Extracted data entries
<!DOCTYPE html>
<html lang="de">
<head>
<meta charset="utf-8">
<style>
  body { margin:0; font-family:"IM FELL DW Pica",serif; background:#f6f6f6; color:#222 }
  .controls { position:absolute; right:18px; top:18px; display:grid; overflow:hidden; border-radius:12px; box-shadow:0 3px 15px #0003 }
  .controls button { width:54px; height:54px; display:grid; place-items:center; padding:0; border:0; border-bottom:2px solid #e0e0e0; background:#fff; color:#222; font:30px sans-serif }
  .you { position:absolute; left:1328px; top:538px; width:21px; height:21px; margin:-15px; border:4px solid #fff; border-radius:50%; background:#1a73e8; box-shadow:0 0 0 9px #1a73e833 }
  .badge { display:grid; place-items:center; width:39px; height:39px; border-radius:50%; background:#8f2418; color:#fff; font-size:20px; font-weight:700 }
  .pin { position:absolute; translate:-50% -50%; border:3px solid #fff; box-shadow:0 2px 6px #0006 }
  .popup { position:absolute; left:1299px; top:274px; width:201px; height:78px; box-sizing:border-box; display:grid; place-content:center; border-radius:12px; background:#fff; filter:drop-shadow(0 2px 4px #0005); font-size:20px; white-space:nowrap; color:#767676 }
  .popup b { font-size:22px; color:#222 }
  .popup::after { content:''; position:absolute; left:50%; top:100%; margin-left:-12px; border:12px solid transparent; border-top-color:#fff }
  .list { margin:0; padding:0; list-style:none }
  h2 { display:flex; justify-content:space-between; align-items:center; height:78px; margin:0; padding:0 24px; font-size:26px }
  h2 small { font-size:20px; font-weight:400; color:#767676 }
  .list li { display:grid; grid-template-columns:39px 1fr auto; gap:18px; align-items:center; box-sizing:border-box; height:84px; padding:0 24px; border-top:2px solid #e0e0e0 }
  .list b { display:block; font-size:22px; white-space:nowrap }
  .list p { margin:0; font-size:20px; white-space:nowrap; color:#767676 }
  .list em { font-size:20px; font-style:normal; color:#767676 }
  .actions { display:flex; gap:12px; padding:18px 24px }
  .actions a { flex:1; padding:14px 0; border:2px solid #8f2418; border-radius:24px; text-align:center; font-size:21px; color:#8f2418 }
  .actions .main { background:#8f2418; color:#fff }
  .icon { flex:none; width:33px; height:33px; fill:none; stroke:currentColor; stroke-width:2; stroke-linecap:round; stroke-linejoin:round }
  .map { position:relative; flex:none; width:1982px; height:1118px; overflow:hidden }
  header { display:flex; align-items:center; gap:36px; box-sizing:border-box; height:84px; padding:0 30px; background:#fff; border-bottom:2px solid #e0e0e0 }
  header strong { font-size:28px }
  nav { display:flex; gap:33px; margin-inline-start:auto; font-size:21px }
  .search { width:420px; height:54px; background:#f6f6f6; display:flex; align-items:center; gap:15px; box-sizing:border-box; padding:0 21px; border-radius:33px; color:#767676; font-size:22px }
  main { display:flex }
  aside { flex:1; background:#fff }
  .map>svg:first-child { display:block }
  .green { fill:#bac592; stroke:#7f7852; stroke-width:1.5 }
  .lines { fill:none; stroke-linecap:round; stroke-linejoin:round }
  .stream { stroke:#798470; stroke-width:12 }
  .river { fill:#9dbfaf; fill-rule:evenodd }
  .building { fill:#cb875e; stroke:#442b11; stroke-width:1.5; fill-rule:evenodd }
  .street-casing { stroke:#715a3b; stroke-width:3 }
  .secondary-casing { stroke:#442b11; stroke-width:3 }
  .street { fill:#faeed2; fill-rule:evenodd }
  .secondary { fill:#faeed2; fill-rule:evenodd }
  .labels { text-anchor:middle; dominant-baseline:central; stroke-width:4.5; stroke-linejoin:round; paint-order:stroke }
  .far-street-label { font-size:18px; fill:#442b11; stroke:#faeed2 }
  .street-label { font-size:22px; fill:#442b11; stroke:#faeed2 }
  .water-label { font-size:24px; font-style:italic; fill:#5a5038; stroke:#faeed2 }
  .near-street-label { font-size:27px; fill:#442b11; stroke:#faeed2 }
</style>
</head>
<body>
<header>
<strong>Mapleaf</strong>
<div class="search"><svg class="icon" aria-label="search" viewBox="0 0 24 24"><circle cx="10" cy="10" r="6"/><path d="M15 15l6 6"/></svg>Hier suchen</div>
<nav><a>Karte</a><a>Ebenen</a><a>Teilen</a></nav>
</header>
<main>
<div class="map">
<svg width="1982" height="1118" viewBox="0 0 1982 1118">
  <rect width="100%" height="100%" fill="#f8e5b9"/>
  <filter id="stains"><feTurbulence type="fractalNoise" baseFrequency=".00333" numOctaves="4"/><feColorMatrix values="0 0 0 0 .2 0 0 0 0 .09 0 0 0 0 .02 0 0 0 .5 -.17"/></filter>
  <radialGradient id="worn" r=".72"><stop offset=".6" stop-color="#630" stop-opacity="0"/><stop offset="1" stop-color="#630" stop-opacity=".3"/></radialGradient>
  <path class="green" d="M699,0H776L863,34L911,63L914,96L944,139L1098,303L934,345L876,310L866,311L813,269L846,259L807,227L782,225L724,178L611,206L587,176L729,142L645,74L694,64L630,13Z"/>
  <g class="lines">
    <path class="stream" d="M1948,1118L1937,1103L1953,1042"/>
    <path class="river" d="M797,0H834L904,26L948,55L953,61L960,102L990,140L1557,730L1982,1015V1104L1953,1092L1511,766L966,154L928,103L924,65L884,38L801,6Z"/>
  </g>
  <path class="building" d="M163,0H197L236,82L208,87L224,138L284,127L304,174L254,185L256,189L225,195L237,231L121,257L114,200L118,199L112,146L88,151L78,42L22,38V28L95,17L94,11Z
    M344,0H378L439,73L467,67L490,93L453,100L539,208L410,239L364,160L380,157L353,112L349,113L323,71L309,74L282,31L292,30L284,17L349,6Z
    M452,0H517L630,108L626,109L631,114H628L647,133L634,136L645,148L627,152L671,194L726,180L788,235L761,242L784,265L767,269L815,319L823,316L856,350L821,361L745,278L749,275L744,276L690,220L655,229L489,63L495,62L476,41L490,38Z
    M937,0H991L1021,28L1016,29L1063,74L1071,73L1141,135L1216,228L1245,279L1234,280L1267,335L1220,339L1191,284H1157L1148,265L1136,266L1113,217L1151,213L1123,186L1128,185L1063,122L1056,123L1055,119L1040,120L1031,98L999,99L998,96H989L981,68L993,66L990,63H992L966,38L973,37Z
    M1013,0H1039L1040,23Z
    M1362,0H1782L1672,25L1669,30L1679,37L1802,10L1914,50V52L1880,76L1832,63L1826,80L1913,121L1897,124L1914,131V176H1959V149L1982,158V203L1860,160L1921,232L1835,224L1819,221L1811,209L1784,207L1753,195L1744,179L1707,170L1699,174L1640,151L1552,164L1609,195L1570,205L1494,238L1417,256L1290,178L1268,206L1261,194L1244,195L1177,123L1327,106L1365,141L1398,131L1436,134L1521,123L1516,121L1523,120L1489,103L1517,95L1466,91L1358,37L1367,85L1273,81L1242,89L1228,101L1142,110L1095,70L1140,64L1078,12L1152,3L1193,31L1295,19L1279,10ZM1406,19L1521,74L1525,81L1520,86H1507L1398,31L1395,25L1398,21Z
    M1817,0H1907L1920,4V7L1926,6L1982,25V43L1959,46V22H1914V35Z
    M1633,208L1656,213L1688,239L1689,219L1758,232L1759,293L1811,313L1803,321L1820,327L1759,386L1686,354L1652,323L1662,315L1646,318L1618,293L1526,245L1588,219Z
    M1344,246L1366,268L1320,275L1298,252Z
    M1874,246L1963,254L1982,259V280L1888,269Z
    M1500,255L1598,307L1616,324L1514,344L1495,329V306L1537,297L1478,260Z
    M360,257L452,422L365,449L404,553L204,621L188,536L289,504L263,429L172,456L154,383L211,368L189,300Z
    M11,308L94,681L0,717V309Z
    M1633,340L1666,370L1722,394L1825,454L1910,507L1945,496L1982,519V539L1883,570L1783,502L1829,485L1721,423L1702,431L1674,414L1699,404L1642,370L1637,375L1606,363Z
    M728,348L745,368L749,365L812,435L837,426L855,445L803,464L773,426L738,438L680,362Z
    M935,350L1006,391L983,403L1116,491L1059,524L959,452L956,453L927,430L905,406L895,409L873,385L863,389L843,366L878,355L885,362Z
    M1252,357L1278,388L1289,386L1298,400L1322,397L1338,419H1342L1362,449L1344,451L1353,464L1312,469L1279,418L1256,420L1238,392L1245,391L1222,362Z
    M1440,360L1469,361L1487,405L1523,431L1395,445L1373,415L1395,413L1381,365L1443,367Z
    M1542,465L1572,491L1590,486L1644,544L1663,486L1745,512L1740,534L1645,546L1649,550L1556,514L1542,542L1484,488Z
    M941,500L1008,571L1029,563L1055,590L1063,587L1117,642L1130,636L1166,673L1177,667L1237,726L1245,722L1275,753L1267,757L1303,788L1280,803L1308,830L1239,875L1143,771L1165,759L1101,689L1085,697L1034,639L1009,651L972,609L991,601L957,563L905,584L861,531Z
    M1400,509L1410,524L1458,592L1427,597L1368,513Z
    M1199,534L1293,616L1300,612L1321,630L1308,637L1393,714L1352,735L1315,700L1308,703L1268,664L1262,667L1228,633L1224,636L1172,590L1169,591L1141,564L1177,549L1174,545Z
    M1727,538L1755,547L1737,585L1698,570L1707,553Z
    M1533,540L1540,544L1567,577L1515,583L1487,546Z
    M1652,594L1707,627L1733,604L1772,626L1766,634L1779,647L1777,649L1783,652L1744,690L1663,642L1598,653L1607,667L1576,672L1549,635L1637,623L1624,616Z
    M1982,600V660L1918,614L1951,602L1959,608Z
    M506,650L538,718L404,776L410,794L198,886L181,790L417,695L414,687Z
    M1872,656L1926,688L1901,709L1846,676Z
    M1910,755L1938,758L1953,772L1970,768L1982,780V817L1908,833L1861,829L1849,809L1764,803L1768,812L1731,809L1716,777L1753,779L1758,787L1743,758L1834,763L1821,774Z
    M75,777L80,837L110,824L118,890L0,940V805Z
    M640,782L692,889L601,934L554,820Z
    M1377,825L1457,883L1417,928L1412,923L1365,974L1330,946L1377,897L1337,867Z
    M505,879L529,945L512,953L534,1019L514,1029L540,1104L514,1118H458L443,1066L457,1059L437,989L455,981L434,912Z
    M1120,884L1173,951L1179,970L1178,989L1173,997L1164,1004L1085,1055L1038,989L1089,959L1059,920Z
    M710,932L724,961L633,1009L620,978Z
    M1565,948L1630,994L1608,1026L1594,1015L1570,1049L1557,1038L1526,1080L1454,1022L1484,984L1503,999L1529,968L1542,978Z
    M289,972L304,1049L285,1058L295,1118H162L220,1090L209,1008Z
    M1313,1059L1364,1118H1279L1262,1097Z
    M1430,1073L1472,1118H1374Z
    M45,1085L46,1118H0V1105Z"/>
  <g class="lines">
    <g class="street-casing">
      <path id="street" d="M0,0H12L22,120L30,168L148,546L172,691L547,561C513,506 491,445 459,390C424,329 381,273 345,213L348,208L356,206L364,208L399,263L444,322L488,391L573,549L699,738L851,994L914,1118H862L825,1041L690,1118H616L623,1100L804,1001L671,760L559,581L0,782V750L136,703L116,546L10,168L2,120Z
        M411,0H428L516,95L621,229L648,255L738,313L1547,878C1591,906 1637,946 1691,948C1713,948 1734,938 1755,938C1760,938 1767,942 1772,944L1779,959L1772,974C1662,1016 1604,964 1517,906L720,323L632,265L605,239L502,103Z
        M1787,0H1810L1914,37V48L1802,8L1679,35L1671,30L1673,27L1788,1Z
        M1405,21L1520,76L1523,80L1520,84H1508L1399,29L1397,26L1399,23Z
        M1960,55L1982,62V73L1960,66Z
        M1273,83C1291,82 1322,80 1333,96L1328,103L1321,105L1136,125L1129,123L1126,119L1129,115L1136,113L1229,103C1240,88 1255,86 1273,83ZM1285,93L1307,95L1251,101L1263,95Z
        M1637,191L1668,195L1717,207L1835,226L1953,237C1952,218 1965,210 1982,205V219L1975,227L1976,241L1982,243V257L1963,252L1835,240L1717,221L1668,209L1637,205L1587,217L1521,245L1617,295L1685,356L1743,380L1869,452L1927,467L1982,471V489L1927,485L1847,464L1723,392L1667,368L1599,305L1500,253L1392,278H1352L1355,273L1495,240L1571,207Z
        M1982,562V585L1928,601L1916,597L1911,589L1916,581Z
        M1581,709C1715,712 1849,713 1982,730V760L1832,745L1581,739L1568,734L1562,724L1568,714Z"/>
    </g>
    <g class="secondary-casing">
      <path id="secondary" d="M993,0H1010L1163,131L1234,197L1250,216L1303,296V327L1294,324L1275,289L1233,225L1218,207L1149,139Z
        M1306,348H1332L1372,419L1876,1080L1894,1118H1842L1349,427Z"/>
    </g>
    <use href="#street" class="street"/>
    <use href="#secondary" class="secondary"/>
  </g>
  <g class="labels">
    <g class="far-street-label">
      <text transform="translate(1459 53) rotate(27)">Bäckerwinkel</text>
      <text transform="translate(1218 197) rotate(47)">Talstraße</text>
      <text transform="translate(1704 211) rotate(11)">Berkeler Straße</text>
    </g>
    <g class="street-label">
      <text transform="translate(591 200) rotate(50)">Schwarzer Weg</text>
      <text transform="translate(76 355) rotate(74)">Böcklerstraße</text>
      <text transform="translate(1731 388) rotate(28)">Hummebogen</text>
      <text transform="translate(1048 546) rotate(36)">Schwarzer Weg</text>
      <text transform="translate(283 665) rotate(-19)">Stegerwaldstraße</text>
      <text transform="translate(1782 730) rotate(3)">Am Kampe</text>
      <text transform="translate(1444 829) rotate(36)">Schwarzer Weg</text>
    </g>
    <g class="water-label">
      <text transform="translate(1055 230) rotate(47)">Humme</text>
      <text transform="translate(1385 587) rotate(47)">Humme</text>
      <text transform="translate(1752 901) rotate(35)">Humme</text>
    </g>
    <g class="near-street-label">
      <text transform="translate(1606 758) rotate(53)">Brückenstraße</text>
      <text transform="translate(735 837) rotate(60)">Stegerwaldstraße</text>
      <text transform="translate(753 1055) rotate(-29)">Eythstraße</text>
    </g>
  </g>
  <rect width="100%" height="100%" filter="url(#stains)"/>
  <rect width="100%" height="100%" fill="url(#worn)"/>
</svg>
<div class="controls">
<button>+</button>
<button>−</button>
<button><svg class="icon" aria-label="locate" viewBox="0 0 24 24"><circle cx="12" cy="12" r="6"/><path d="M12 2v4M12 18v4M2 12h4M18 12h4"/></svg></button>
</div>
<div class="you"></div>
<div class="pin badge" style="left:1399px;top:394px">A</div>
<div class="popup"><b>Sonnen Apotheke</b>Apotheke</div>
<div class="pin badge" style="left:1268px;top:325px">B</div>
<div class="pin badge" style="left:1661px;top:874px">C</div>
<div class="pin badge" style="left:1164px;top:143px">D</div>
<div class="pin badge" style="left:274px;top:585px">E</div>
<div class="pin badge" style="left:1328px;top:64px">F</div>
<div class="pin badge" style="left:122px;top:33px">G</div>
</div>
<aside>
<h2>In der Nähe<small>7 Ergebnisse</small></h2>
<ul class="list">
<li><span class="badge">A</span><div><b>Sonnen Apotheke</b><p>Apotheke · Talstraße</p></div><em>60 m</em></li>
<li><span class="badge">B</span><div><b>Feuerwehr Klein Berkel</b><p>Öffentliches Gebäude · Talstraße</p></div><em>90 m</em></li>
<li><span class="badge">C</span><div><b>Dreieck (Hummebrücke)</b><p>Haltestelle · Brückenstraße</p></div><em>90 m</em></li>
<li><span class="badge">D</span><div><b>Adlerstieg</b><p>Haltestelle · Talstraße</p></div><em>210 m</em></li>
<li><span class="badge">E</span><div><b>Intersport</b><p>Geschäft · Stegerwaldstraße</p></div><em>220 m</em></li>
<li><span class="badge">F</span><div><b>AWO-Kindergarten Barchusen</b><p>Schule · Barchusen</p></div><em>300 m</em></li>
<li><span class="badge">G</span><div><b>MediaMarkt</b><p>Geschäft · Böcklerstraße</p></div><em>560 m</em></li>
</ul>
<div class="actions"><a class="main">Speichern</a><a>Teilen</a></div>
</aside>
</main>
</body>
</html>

=== WORK ITEM ===
Restate the data verbatim through the "position:absolute; translate:-50% -50%;" line.

=== ANSWER SECTION ===
<!DOCTYPE html>
<html lang="de">
<head>
<meta charset="utf-8">
<style>
  body { margin:0; font-family:"IM FELL DW Pica",serif; background:#f6f6f6; color:#222 }
  .controls { position:absolute; right:18px; top:18px; display:grid; overflow:hidden; border-radius:12px; box-shadow:0 3px 15px #0003 }
  .controls button { width:54px; height:54px; display:grid; place-items:center; padding:0; border:0; border-bottom:2px solid #e0e0e0; background:#fff; color:#222; font:30px sans-serif }
  .you { position:absolute; left:1328px; top:538px; width:21px; height:21px; margin:-15px; border:4px solid #fff; border-radius:50%; background:#1a73e8; box-shadow:0 0 0 9px #1a73e833 }
  .badge { display:grid; place-items:center; width:39px; height:39px; border-radius:50%; background:#8f2418; color:#fff; font-size:20px; font-weight:700 }
  .pin { position:absolute; translate:-50% -50%; border:3px solid #fff; box-shadow:0 2px 6px #0006 }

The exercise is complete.